Two Louisiana scientists are predicting a larger hypoxic zone — 6,620 square miles (17,250 square kilometers), or slightly larger than the state of Vermont. A tropical storm within the two weeks before the annual mapping cruise would reduce its size by about 30 percent, to less than 4,700 square miles (12,200 square kilometers), said Nancy Rabalais of the Louisiana Universities Marine Consortium and R. Eugene Turner at Louisiana State University.
Last year’s dead zone was the largest ever measured, at 8,776 square miles (22,720 square kilometers).
Louisiana’s hypoxic zone is among more than 500 worldwide, and is the second-largest caused by people, Rabalais and Turner said.
NOAA’s news release said the federal agency is making independent predictions for the first time, after years of working with four universities.
The forecasts are based on nitrogen runoff and river discharge data from the U.S. Geological Survey. Nitrogen and phosphorus carried down the Mississippi River feed plankton blooms that die and sink to the bottom, where their decay uses oxygen.
“The bottom line is that we will never reach the long-term target until more serious actions are taken to reduce the loss of Midwest fertilizers into the Mississippi River system,” said aquatic ecologist Don Scavia, professor emeritus of environment and sustainability at University of Michigan. The university’s model is one of those contributing to NOAA’s.

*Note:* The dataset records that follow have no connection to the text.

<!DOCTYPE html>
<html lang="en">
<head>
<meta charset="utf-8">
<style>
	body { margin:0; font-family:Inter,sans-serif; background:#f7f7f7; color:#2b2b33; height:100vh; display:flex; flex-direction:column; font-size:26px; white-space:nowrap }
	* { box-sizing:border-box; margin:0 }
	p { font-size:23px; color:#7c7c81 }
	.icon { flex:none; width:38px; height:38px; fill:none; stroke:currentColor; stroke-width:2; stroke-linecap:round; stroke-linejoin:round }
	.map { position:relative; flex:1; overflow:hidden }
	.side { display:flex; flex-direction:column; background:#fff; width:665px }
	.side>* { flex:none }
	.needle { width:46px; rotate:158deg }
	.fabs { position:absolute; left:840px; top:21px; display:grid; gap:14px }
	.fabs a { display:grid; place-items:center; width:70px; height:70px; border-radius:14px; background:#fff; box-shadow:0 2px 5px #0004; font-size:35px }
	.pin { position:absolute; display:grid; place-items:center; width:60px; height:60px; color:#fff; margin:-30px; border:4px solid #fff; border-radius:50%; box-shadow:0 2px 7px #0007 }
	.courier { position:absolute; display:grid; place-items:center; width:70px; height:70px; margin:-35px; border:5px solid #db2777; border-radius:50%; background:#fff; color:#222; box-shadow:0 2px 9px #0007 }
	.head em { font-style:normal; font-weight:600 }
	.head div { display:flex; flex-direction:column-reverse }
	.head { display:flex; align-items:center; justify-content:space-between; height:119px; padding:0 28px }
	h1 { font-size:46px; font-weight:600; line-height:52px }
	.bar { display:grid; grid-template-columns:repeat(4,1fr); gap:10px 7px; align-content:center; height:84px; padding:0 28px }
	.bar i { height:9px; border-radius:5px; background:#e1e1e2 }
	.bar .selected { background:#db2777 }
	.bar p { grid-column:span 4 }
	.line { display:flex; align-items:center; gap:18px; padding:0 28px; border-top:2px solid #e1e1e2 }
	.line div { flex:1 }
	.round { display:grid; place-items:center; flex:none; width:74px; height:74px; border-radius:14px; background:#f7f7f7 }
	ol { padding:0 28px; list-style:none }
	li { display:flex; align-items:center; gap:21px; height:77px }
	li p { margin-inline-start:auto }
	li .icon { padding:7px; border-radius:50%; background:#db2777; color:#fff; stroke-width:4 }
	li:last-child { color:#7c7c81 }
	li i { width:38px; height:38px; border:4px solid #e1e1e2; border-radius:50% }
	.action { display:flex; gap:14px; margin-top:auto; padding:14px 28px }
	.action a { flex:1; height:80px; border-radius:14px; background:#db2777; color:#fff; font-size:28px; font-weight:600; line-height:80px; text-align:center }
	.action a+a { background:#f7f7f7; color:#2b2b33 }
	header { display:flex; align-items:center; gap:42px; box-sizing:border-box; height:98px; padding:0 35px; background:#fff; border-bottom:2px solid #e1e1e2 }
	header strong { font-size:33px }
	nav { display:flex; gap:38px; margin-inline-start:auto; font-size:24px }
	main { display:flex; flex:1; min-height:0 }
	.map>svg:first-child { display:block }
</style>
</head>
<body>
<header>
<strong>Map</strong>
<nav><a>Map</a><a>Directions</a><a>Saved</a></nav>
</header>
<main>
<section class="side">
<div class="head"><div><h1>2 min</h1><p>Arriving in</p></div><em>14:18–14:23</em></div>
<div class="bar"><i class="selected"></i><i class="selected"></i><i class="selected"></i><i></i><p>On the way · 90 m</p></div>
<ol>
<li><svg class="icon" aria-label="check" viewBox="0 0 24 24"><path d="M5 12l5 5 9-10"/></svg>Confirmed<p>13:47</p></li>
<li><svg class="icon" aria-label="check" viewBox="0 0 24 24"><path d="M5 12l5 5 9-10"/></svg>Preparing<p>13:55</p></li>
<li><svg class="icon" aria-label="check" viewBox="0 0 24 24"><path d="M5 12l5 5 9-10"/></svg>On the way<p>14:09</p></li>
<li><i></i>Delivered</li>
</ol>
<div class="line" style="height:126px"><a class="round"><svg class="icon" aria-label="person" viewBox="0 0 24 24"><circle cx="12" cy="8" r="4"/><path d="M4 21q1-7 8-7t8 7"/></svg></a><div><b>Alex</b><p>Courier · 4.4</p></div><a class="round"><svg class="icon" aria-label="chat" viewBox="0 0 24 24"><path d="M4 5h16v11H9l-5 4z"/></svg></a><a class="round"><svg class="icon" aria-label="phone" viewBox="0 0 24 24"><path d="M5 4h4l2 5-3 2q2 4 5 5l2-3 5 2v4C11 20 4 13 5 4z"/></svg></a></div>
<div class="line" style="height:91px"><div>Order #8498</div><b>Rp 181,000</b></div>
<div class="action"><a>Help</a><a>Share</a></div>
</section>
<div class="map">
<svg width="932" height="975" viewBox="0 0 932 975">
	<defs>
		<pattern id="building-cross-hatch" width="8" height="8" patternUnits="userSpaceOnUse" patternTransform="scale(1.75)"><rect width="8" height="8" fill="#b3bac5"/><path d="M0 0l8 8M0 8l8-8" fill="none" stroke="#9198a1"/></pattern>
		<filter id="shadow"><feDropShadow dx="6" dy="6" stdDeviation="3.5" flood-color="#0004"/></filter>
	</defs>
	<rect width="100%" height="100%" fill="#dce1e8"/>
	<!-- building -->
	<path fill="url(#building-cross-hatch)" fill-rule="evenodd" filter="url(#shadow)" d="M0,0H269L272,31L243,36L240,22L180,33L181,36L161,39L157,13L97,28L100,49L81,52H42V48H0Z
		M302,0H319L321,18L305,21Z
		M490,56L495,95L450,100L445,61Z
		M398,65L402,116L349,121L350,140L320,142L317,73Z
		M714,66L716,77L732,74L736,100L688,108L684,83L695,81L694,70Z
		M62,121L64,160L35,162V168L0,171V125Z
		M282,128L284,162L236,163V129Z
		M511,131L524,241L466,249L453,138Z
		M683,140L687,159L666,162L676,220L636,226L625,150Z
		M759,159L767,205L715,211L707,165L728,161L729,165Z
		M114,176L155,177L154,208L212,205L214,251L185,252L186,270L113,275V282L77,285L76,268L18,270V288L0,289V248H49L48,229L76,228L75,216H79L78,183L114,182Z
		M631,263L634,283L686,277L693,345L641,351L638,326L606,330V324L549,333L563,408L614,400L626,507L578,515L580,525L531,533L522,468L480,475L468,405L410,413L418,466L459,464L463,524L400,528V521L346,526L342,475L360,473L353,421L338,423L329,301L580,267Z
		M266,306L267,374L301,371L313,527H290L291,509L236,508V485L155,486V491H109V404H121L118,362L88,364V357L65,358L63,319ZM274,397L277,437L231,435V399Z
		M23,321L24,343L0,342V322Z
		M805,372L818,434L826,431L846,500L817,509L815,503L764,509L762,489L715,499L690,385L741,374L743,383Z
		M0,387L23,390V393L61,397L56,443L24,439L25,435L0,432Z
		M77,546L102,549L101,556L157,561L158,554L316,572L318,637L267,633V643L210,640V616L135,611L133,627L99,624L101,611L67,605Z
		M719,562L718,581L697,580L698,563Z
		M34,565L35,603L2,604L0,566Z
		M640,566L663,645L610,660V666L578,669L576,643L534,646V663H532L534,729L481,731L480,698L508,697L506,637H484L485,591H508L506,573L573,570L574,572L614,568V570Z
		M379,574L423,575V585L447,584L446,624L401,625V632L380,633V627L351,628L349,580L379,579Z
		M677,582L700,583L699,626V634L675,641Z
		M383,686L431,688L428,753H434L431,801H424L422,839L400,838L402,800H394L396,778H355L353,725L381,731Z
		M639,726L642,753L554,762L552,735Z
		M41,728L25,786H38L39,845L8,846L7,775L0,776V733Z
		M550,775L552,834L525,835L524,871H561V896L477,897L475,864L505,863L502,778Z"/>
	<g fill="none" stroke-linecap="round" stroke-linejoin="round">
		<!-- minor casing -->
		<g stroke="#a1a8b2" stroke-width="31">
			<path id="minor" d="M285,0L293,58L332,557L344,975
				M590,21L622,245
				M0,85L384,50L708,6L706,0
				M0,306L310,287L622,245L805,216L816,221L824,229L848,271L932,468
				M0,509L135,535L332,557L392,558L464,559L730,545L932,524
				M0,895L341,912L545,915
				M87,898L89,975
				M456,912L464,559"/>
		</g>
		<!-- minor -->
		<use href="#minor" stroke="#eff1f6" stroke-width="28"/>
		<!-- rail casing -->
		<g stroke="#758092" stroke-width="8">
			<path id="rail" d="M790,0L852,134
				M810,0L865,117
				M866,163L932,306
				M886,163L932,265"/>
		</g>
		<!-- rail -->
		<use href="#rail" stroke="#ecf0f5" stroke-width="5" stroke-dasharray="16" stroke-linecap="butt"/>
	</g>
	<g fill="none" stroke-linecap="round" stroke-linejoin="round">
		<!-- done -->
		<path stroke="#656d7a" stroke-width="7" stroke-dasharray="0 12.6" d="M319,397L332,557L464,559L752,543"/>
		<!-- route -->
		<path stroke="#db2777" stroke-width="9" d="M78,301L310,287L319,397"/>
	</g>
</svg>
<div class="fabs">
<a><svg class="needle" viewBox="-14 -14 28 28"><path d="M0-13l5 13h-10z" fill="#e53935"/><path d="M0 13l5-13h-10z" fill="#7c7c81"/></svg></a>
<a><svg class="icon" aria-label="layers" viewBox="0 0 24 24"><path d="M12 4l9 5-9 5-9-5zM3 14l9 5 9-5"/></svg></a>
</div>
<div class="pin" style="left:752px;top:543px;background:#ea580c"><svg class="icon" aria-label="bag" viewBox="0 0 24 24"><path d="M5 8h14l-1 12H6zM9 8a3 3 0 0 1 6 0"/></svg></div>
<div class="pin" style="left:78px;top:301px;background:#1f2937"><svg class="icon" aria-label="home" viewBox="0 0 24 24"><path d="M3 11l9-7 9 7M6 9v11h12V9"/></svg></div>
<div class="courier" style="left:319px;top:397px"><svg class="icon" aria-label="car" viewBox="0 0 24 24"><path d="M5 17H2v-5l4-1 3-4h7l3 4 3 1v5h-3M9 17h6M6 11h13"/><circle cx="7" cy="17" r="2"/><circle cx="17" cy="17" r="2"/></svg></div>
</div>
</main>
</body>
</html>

The smallest measurements were during or after droughts: 1,696 square miles (4,393 square kilometers) in 2000 and 15 square miles (39 square kilometers) in 1988.
The forecast also assumes that the weather is normal before LUMCON’s annual survey, which is underwritten by NOAA. Hurricanes or tropical storms stir up the water, adding oxygen and reducing the size of the dead zone.
A national action plan calls for reducing such runoff so that the dead zone shrinks by two-thirds, to 1,950 square miles (5,000 square kilometers) by 2035. That would require cutting the amount of nitrogen flowing into the river by 59 percent, according to a study published online last year in Proceedings of the National Academy of Sciences.